A request-response service is one where a customer explicitly asks the service to do some work and waits for that work to be completed successfully. The most common examples of such services are:
- Web applications that human users interact with directly by using a browser.
- Mobile applications that consist of a client application on a user's mobile phone and an API backend that the client interacts with.
- API backends that are utilized by other services (rather than human users).
For all of these services, the common approach is to start with availability (measuring the ratio of successful requests) and latency (measuring the ratio of requests that complete under a time threshold) SLIs. For more information on availability and latency SLIs, see Concepts in service monitoring.
You express a request-based availability SLI by using the
TimeSeriesRatio
structure to set up a ratio
of good requests to total requests. You decide how to filter the metric by
using its available labels to arrive at your preferred determination of
"good" or "valid".
You express a request-based latency SLI by using a
DistributionCut
structure.
Cloud Endpoints
Cloud Endpoints is a service for managing APIs. It allows you to take an existing API and expose it with authentication, quotas, and monitoring.

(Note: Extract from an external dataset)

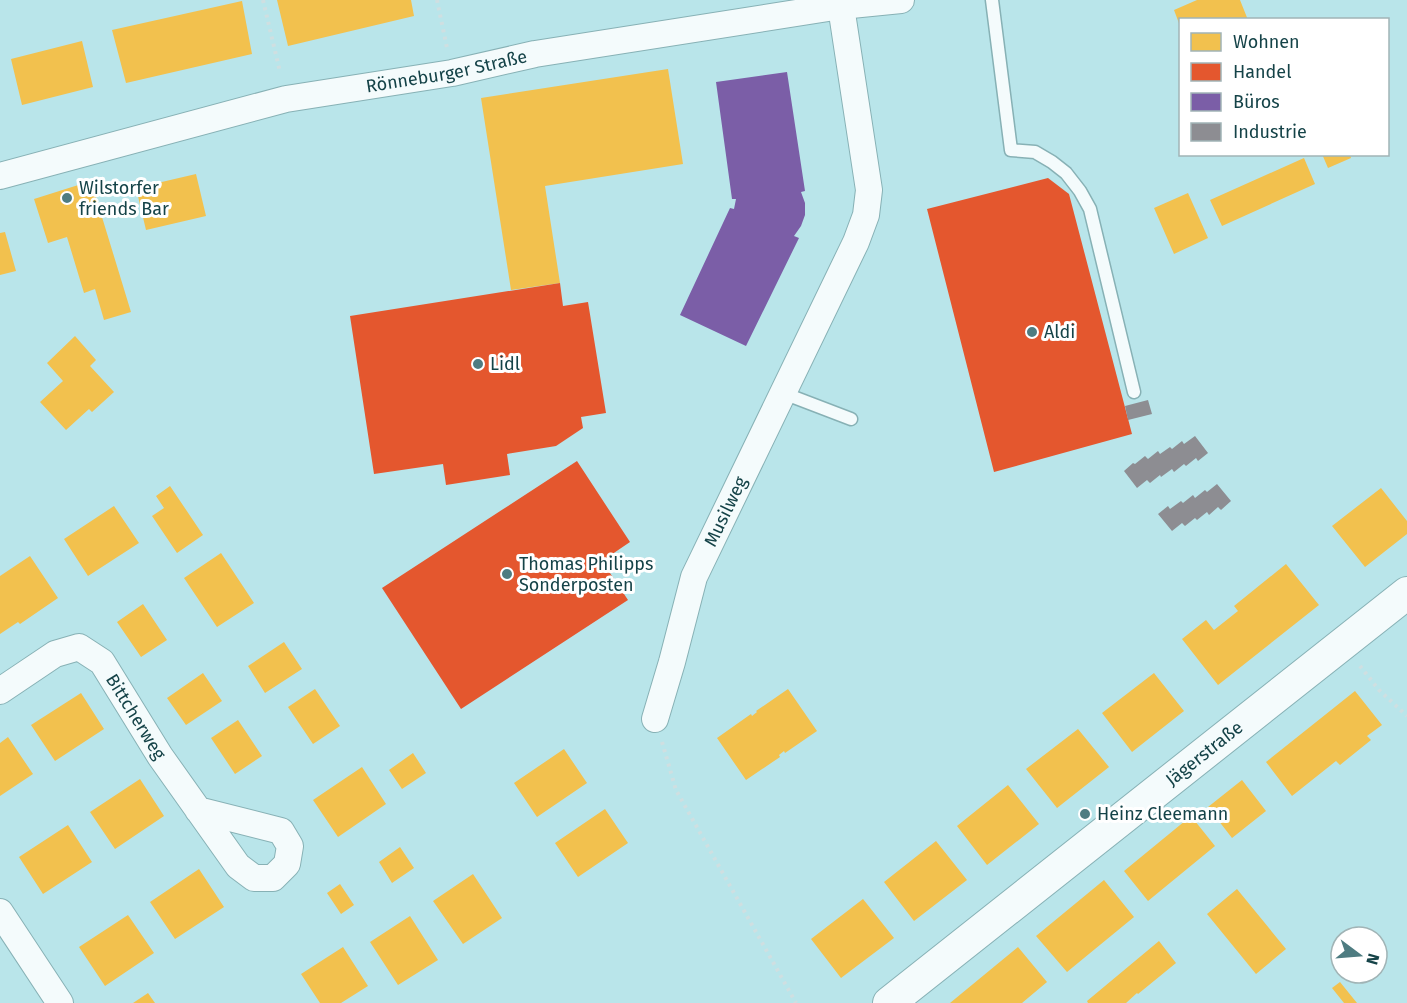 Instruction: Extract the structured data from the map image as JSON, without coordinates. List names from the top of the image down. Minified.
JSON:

Endpoints is implemented as a proxy in front of the gRPC
application server. By measuring the metrics at the proxy, you can correctly
handle the case when all backends are unavailable and users are seeing errors.
Endpoints writes data to metric types beginning with the
prefix serviceruntime.googleapis.com
.
For more information, see the following:
- Documentation for Cloud Endpoints.
- List of
serviceruntime.googleapis.com
metric types.
Availability SLIs
Cloud Endpoints writes metric data to Cloud Monitoring using the
api
monitored-resource type and the service-runtime
api/request_count
metric type, which you can filter by
using the response_code
metric label to count "good" and "total" requests.
You express a request-based availability SLI by creating a
TimeSeriesRatio
structure for good requests
to total requests, as shown in the following example:
"serviceLevelIndicator": {
"requestBased": {
"goodTotalRatio": {
"totalServiceFilter":
"metric.type=\"serviceruntime.googleapis.com/api/request_count\"
resource.type=\"api\"
metric.label.\"response_code_class\"!=\"4xx\"",
"goodServiceFilter":
"metric.type=\"serviceruntime.googleapis.com/api/request_count\"
resource.type=\"api\"
(metric.label.\"response_code_class\"=\"1xx\"" OR
metric.label.\"response_code_class\"=\"2xx\""),
}
}
}
Latency SLIs
Cloud Endpoints uses the following primary metric types to capture latency:
-
api/request_latencies
: a distribution of latencies in seconds for non-streaming requests. Use when overall user experience is of primary importance. -
api/request_latencies_backend
: a distribution of backend latencies in seconds for non-streaming requests. Use to to measure backend latencies directly. -
api/request_latencies_overhead
: a distribution of request latencies in seconds for non-streaming requests, excluding the backend. Use to measure the overhead introduced by the Endpoints proxy.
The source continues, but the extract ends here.